The standard way to convert between text and bytes is the Encode module:

use Encode qw(encode decode);

my $bytes = encode("UTF-8", $text);       # text  → bytes
my $text  = decode("UTF-8", $bytes);      # bytes → text

The first argument names the encoding. UTF-8 is the obvious default for new code, but Encode supports the ISO-8859-* family, every common Windows code page, Shift-JIS, EUC-JP, EUC-KR, GB2312, GBK, Big5, and dozens more.

Decoding is only reliable if you know which encoding the bytes are in. Nothing in the bytes themselves tells you - that information travels in a Content-Type header, a file’s BOM, a protocol’s metadata field, or a convention you have agreed with the producer. If you truly do not know, guess UTF-8 first, then fall back on ISO-8859-1 which at least never fails (every byte is a valid code point in that encoding).

Lossy encodings#

Not every Unicode character survives every encoding. Converting "caf\x{e9}" to ISO-8859-1 works - é has code point 0xe9 which that encoding can hold. Converting an em-dash \x{2014} to ISO-8859-1 does not - the character has no place in the target, and encode replaces it with a substitution marker by default.

use Encode qw(encode);
my $s = "em\x{2014}dash";
my $b = encode("ISO-8859-1", $s);          # "em?dash"

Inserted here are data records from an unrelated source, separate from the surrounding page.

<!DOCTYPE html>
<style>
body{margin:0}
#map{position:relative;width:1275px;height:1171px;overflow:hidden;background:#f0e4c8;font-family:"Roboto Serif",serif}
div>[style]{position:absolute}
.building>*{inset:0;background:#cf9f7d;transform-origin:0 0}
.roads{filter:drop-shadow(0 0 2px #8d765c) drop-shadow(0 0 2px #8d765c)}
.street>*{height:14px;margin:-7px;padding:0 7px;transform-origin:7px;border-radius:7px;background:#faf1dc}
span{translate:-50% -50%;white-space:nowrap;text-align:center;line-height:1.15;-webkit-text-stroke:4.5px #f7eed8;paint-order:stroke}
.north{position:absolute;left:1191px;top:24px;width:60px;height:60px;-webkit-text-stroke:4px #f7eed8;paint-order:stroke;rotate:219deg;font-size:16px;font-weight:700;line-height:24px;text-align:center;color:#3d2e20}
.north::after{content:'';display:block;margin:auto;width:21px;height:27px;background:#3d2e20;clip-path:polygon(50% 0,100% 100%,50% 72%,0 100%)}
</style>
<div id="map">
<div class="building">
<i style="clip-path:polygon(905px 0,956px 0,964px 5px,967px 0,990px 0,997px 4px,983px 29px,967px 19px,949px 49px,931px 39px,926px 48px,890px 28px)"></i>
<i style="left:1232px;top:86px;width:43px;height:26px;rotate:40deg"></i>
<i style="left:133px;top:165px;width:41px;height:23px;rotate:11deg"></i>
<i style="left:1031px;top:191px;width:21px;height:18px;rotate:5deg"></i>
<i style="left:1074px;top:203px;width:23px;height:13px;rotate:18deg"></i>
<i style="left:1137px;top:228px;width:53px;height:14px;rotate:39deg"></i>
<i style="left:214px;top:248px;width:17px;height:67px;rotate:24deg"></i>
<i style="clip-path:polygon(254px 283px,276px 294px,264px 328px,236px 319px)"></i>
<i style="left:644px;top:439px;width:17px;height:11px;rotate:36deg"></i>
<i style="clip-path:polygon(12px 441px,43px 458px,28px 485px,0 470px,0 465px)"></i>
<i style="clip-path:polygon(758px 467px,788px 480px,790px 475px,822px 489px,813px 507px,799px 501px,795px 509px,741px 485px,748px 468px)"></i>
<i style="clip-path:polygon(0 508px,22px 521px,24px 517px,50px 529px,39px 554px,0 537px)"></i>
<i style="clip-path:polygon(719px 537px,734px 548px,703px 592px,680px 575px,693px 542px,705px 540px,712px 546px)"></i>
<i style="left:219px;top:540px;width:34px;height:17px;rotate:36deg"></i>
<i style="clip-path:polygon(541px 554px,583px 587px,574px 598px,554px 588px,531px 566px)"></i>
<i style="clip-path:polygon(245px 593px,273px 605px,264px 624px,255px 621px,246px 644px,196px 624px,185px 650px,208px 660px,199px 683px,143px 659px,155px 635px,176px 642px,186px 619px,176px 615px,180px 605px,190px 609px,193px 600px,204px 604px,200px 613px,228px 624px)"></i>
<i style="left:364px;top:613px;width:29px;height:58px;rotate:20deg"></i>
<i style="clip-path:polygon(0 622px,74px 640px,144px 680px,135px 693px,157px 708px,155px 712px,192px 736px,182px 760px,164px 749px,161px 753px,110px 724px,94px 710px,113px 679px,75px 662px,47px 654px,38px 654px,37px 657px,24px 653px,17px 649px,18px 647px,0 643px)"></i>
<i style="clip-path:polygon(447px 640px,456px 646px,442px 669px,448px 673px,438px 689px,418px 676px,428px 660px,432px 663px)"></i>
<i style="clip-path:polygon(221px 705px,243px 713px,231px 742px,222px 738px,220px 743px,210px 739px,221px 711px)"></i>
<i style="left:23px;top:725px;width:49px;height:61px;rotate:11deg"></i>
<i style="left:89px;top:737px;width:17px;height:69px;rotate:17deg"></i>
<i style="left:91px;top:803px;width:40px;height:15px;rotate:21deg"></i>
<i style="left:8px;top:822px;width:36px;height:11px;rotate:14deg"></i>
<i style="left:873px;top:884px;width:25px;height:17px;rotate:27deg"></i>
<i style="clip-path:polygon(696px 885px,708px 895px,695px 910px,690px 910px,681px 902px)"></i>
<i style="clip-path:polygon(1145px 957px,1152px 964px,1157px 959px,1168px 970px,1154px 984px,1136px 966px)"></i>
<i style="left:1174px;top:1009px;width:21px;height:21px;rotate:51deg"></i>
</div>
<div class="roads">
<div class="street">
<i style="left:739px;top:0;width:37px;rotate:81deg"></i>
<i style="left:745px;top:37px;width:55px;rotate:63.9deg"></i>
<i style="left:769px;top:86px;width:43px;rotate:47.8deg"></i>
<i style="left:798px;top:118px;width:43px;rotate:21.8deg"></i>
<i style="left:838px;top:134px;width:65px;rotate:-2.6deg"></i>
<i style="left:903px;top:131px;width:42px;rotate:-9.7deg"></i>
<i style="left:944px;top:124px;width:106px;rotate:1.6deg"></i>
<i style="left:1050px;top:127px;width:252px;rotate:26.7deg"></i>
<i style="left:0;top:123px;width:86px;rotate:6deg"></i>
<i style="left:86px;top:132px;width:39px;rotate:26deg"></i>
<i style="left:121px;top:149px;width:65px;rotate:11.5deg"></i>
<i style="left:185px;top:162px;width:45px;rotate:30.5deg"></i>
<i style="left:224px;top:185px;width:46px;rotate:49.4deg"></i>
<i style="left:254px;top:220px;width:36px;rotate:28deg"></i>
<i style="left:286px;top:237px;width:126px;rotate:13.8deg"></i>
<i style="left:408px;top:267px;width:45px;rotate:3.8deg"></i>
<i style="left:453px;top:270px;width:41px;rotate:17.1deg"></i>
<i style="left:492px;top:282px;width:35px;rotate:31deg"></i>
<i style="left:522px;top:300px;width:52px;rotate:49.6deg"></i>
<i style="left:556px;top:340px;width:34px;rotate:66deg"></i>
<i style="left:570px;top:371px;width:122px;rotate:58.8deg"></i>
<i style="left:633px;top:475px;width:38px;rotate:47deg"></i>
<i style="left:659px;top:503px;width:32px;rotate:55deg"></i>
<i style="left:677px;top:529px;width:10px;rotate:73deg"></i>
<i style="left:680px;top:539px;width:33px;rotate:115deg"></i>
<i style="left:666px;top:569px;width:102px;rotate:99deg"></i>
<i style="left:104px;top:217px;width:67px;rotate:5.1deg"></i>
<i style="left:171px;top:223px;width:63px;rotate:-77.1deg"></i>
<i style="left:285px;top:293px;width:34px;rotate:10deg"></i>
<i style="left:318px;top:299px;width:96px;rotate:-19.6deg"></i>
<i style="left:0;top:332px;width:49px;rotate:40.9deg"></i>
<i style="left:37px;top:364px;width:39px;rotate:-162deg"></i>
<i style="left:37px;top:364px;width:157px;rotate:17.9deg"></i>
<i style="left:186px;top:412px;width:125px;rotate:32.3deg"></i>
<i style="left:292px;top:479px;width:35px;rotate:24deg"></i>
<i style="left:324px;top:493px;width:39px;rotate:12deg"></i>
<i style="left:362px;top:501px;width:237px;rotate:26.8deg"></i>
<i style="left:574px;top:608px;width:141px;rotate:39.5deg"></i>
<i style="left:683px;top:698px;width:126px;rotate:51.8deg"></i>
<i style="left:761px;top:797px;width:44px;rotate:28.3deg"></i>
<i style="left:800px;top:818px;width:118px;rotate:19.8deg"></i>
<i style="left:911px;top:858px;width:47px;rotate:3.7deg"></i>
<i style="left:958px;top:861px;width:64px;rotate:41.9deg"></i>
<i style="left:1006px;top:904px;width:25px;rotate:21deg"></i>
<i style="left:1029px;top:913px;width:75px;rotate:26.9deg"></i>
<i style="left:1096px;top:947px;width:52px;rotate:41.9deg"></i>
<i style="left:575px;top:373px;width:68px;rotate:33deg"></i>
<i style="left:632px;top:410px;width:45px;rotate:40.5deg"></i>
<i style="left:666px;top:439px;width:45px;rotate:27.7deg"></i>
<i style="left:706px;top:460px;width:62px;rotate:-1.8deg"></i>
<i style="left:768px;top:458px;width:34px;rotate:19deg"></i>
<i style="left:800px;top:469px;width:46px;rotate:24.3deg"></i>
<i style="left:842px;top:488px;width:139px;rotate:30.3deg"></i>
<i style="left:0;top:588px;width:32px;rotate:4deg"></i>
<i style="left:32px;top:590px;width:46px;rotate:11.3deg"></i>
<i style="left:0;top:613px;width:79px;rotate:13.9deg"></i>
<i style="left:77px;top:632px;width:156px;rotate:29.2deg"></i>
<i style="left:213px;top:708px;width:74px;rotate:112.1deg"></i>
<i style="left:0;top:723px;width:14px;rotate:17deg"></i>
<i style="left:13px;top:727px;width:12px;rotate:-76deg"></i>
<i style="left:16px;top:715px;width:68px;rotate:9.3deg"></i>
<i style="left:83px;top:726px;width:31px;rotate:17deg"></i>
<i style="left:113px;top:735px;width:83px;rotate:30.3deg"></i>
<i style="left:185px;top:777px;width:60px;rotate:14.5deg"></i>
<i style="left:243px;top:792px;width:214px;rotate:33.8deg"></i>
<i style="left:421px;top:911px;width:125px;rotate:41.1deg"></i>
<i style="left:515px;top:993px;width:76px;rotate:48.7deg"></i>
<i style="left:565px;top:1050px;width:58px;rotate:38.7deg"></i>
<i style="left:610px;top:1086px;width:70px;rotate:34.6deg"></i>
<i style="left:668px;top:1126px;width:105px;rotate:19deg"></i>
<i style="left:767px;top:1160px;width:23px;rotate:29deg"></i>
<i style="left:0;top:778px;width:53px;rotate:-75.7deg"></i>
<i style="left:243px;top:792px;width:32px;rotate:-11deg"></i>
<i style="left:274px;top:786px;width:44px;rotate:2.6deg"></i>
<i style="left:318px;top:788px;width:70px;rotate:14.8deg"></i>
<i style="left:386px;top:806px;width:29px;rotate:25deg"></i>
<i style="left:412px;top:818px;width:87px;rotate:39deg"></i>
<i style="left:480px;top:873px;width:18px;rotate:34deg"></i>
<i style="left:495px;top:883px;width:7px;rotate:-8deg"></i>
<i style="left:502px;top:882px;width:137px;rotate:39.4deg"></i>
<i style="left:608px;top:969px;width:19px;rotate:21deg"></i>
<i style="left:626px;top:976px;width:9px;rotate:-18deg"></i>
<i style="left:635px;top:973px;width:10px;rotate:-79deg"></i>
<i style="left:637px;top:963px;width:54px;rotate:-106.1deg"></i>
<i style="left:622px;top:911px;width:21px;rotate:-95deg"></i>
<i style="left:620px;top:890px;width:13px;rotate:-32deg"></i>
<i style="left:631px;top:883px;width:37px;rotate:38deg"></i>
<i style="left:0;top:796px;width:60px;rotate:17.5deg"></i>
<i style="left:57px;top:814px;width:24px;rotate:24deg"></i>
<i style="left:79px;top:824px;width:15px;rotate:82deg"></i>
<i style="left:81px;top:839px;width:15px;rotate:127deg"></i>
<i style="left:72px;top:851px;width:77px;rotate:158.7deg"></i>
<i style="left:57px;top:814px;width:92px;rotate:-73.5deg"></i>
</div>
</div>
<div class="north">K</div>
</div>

Pass a third argument to encode to change that behaviour - see the Encode module documentation for the full list of Encode::FB_* constants. For most application code, the default substitution is the right compromise.

A complete round-trip#

Putting decoding, processing, and encoding together:

use utf8;
use Encode qw(encode decode);

# bytes arrive from somewhere - HTTP, a file, a socket
my $input_bytes = "caf\xc3\xa9\n";

# step 1: decode to text
my $text = decode("UTF-8", $input_bytes);  # "café\n"

# step 2: process as text
chomp $text;
my $shouty = uc $text;                     # "CAFÉ"

# step 3: encode for output
my $output_bytes = encode("UTF-8", $shouty . "\n");

The text layer is short - one uc call - but that is the layer where length, regex, case conversion, and chomp all work in the units the program means.

When you want I/O to do this automatically#

Doing decode on every read and encode on every write quickly becomes tedious. The next chapter - I/O - shows how to push the conversion into the filehandle itself with the :encoding layer, so ordinary print and readline already speak text.